Within the material below, how many lines contain the word "Lexington"? Give that number only.
**********
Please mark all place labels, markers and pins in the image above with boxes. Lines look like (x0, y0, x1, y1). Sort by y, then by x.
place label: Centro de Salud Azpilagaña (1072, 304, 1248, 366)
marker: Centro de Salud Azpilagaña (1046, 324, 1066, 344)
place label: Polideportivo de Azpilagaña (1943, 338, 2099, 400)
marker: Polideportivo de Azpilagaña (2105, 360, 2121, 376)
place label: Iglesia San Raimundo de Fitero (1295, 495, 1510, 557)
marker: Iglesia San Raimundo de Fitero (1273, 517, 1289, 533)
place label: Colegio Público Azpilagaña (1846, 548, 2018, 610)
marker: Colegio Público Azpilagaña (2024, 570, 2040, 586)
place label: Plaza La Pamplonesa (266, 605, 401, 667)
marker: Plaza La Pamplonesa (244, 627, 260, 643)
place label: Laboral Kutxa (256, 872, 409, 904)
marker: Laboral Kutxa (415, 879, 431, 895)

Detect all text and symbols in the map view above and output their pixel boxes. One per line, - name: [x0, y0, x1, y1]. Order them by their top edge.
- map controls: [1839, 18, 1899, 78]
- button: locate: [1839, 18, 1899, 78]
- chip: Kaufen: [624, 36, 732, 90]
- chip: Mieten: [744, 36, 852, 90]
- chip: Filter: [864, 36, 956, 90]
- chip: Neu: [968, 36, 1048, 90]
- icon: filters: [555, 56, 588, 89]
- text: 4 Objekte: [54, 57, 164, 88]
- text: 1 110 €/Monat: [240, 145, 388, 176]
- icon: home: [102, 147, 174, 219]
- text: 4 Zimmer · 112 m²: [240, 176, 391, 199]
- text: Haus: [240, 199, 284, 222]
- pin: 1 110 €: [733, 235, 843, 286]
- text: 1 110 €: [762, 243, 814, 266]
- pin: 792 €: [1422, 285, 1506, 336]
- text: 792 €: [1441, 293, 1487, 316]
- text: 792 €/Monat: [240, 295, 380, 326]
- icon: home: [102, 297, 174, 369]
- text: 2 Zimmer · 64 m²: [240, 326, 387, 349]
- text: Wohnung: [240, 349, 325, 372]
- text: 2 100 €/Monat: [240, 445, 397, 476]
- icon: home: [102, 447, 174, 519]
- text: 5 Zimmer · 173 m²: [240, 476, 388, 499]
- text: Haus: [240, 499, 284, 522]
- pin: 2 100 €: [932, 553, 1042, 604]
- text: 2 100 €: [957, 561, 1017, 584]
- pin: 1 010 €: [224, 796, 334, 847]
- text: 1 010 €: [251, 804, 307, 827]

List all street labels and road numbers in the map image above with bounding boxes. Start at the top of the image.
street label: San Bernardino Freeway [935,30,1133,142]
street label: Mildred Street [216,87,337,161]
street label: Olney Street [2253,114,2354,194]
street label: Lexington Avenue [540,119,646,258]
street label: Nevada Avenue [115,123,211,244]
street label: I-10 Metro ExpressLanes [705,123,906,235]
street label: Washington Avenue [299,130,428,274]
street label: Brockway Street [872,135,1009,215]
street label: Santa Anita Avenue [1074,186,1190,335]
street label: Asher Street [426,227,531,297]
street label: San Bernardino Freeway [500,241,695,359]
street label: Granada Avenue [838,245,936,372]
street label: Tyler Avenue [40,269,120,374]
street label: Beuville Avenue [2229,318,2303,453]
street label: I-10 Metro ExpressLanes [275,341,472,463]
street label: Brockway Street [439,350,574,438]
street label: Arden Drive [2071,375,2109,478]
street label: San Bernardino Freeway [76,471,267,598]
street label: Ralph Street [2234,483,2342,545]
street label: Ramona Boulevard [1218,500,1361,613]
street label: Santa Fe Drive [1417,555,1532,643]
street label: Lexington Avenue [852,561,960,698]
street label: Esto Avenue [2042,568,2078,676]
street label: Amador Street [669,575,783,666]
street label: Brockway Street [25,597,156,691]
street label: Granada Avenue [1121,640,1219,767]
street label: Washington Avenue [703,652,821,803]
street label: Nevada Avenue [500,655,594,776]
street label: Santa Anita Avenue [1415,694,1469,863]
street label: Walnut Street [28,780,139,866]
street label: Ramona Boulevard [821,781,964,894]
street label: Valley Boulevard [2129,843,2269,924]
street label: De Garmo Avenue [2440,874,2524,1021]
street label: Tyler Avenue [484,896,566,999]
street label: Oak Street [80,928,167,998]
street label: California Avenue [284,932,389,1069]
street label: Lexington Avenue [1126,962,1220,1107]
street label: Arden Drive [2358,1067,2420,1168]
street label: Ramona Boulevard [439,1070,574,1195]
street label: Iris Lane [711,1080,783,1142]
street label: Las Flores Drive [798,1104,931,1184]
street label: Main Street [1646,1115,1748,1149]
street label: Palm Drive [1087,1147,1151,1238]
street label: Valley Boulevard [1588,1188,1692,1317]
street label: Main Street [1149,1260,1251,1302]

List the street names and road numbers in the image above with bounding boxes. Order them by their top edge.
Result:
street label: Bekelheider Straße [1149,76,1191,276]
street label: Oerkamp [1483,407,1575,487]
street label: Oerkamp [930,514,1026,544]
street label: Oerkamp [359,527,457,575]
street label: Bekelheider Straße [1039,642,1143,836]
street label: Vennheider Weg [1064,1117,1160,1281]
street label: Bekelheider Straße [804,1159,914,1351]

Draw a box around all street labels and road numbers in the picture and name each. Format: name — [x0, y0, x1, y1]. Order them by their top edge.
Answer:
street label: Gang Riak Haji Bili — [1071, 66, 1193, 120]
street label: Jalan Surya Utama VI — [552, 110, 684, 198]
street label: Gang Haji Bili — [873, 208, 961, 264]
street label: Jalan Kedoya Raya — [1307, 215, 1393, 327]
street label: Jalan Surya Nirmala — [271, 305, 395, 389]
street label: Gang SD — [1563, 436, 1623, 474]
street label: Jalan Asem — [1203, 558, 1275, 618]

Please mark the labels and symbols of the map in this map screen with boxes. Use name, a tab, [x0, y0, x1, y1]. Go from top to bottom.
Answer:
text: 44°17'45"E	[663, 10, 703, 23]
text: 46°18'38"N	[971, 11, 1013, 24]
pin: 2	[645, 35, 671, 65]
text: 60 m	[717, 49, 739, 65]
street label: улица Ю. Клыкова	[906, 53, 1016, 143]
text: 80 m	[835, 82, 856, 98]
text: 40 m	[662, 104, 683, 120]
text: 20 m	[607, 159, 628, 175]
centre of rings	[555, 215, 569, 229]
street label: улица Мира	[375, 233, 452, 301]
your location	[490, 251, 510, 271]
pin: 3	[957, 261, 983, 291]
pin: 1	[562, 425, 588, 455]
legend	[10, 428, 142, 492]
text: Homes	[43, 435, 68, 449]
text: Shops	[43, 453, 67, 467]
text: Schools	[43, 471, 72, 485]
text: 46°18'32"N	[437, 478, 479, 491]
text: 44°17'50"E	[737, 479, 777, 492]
**********
### Exercise answer
3